[DIRECTIONS] Find how many lines below mention "river". Nothing but the number is needed.

---------- RECORDS TO USE

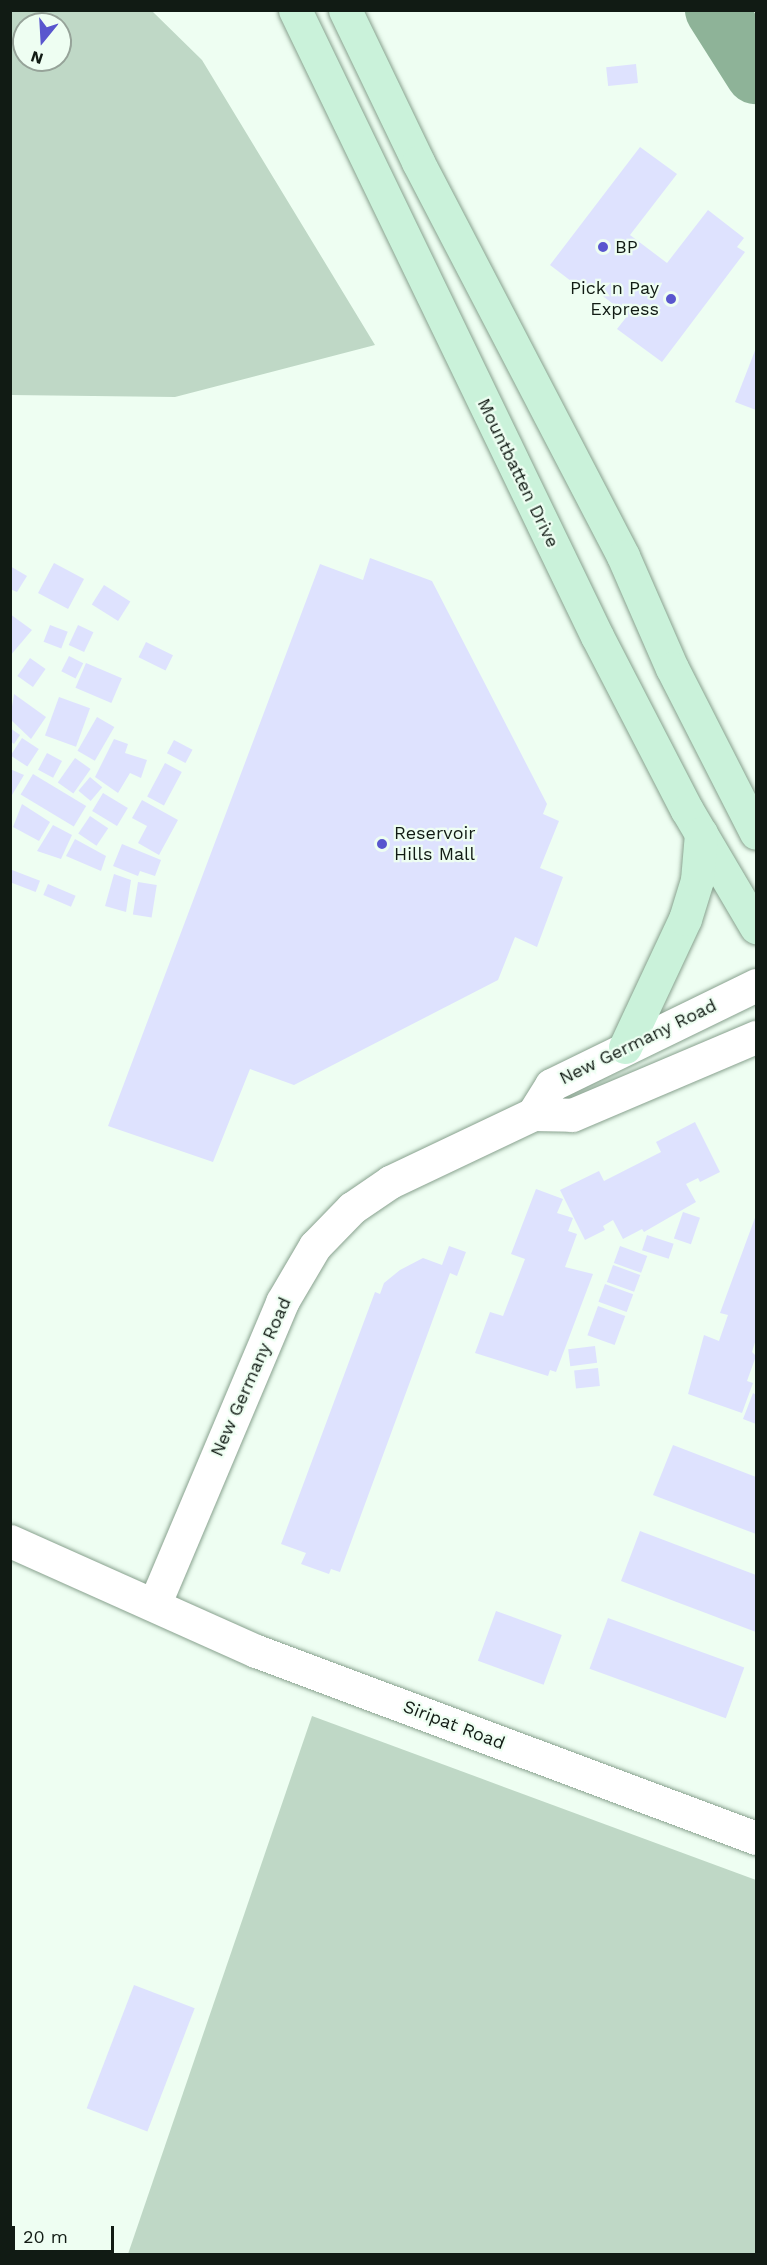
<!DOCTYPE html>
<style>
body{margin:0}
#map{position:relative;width:767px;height:2265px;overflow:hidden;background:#eefef2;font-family:"Work Sans",sans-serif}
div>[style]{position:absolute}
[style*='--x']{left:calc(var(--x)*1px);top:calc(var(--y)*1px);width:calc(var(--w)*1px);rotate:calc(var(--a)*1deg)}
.green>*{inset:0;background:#bfd8c6}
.river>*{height:62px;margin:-31px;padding:0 31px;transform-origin:31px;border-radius:31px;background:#8eb398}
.building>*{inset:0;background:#dee2fe;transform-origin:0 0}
.roads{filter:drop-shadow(0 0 2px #88a18e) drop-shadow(0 0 2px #88a18e)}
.street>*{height:33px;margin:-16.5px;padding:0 16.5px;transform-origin:16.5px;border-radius:16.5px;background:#fff}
.secondary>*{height:33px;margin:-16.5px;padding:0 16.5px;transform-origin:16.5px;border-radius:16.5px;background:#caf2da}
.dots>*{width:16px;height:16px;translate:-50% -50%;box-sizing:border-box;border:3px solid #eefef2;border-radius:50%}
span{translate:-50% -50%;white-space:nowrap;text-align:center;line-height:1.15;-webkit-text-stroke:4.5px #eefef2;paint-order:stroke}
.poi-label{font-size:18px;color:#111b14}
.left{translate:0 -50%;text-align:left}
.right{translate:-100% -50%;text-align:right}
.street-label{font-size:18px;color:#111b14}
.frame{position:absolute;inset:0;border:12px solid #111b14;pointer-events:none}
.north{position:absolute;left:12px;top:12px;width:60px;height:60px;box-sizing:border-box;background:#eefef2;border:2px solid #96a399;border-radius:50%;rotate:198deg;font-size:16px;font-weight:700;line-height:24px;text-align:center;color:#111b14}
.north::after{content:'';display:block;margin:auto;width:21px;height:27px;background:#5956ce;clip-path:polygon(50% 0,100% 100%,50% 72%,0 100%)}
.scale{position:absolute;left:12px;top:2226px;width:102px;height:27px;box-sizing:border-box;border:3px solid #111b14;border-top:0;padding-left:8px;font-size:18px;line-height:21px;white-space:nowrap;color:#111b14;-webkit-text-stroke:4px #eefef2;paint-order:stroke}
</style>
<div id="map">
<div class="green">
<i style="clip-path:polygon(evenodd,11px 10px,152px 11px,202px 60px,375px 345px,175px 397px,11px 395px,11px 10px,24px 24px,60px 24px,60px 60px,24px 60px,24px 24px)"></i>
<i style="clip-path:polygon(312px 1716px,756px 1880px,756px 2254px,128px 2254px)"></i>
</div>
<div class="river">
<i style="--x:716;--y:10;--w:75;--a:57.6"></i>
</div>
<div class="building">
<i style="left:636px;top:64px;width:19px;height:30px;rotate:84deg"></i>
<i style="clip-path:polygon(640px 147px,677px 174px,630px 235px,667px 263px,708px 210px,744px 238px,737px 247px,745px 252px,662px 362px,617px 329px,628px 315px,588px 285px,584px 291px,550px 265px)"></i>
<i style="clip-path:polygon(756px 348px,756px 410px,735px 402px)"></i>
<i style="clip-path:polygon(370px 558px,432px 581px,547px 804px,543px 814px,559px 821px,540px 868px,563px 877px,537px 947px,515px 937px,498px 980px,294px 1085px,250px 1069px,213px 1162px,108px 1126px,320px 564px,363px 580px)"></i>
<i style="left:54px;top:563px;width:34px;height:34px;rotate:28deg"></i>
<i style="clip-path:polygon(10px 566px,27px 576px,17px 592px,10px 589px)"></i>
<i style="left:104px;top:585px;width:31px;height:23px;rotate:32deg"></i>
<i style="clip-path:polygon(10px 614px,32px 630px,10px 656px)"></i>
<i style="left:50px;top:625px;width:19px;height:18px;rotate:21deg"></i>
<i style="left:78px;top:625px;width:17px;height:22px;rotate:25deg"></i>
<i style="left:146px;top:642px;width:30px;height:17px;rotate:26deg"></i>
<i style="left:69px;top:656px;width:16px;height:17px;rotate:27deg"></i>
<i style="left:30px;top:658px;width:19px;height:22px;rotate:35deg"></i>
<i style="left:86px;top:663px;width:39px;height:27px;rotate:23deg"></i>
<i style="clip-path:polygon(14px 694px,46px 717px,31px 739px,10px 719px)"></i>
<i style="left:59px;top:697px;width:33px;height:41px;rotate:20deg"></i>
<i style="left:97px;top:717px;width:20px;height:39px;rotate:30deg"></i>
<i style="clip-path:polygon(10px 728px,20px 735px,14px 744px,10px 741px)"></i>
<i style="left:22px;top:738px;width:20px;height:21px;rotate:33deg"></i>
<i style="clip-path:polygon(114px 739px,128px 744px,125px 753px,147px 760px,141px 778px,130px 773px,118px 793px,95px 777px)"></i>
<i style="left:174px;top:740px;width:21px;height:15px;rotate:28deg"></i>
<i style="left:47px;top:753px;width:17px;height:19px;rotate:28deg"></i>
<i style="left:75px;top:758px;width:19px;height:30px;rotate:35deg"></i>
<i style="left:165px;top:763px;width:19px;height:38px;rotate:28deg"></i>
<i style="clip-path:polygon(10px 769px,24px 775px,12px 795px,10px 794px)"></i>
<i style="left:33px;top:774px;width:62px;height:24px;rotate:31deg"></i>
<i style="left:90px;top:777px;width:16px;height:18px;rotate:40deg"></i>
<i style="left:103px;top:793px;width:29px;height:21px;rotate:31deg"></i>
<i style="clip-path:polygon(142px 800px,178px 820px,159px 855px,138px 843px,147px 826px,132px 818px)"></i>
<i style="clip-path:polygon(22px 804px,50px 822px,39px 841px,13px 827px)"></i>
<i style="left:90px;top:816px;width:22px;height:21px;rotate:34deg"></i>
<i style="clip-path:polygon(53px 825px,72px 835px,61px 859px,37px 851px)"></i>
<i style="clip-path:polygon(75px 839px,106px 856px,101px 871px,66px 856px)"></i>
<i style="clip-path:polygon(122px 844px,161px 860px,155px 876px,140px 871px,138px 876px,113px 866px)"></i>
<i style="left:12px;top:870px;width:30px;height:12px;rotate:21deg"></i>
<i style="clip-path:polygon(114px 874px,131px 880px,126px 912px,105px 906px)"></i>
<i style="left:138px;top:882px;width:19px;height:33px;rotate:9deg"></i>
<i style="left:48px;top:884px;width:30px;height:12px;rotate:23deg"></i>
<i style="clip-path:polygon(695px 1122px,720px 1172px,700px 1182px,698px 1178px,686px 1184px,696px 1202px,644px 1232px,642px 1229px,623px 1239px,613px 1220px,603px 1226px,605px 1230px,585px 1240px,560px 1190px,599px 1171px,604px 1181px,661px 1152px,656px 1142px)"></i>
<i style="clip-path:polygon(536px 1189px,563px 1199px,557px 1213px,573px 1218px,568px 1231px,577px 1234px,565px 1267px,593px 1274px,556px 1372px,550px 1370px,548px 1376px,475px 1353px,490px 1312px,503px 1316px,525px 1259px,511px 1254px)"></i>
<i style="left:683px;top:1212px;width:18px;height:28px;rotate:19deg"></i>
<i style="clip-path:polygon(756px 1215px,756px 1339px,752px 1352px,756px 1356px,747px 1381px,753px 1383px,742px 1413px,688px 1394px,704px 1335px,719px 1341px,728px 1315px,720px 1313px)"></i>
<i style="left:647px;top:1235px;width:28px;height:16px;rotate:18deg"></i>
<i style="clip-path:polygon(449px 1246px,466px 1252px,457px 1276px,450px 1273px,340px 1572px,331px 1569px,329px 1574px,301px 1564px,306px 1553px,281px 1544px,375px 1292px,380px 1294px,384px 1283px,400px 1270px,423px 1258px,442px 1265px)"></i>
<i style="left:620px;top:1246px;width:29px;height:18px;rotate:20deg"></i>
<i style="left:613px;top:1265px;width:29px;height:18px;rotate:20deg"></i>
<i style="left:605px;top:1284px;width:30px;height:19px;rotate:20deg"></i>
<i style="left:598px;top:1306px;width:29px;height:31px;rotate:20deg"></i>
<i style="left:595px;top:1346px;width:17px;height:27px;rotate:83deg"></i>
<i style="left:598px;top:1368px;width:18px;height:24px;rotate:84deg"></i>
<i style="clip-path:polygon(753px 1393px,756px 1395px,756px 1424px,743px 1419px)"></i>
<i style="clip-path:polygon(673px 1445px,756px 1477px,756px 1534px,653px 1495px)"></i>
<i style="clip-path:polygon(640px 1531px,756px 1575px,756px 1632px,621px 1581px)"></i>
<i style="left:496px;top:1611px;width:70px;height:53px;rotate:20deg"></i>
<i style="left:608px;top:1618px;width:145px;height:54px;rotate:20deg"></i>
<i style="left:134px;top:1985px;width:65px;height:132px;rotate:21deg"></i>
</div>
<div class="roads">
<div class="street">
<i style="--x:533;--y:1114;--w:34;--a:-58"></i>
<i style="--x:551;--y:1085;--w:228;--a:-26"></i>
<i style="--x:10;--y:1541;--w:269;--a:24.1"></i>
<i style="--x:256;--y:1651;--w:534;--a:20.51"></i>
<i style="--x:155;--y:1603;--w:327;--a:-67.1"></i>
<i style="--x:282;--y:1302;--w:65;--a:-59.5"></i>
<i style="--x:315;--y:1246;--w:53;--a:-45.8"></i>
<i style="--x:352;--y:1208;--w:46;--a:-34.4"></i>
<i style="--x:390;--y:1182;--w:158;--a:-25.4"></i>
<i style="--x:533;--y:1114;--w:39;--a:1"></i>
<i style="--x:572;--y:1115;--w:200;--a:-23"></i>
</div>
<div class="secondary">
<i style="--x:295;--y:10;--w:695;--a:64.25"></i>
<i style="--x:597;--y:636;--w:196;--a:62.7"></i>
<i style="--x:687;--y:810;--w:136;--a:59.5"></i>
<i style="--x:345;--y:10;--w:169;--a:64.3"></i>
<i style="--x:418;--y:162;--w:444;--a:62.5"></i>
<i style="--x:623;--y:556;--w:122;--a:66.4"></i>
<i style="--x:672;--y:668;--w:185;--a:63"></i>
<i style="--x:625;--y:1047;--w:141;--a:-64.9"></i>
<i style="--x:685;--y:919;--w:41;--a:-72.9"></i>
<i style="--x:697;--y:880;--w:47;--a:-85.1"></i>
</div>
</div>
<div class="dots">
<i style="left:603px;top:247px;background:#5956ce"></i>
<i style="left:671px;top:299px;background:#5956ce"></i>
<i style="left:382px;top:844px;background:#5956ce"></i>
</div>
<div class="poi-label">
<span class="left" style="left:615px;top:247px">BP</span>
<span class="right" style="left:659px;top:299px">Pick n Pay<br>Express</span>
<span class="left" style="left:394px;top:844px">Reservoir<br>Hills Mall</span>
</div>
<div class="street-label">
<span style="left:518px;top:473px;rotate:64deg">Mountbatten Drive</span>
<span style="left:638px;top:1042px;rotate:-26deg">New Germany Road</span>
<span style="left:251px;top:1377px;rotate:-66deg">New Germany Road</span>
<span style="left:454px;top:1725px;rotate:21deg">Siripat Road</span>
</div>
<div class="frame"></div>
<div class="north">N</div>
<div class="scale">20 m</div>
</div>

--------------------

[YOUR RESPONSE] 2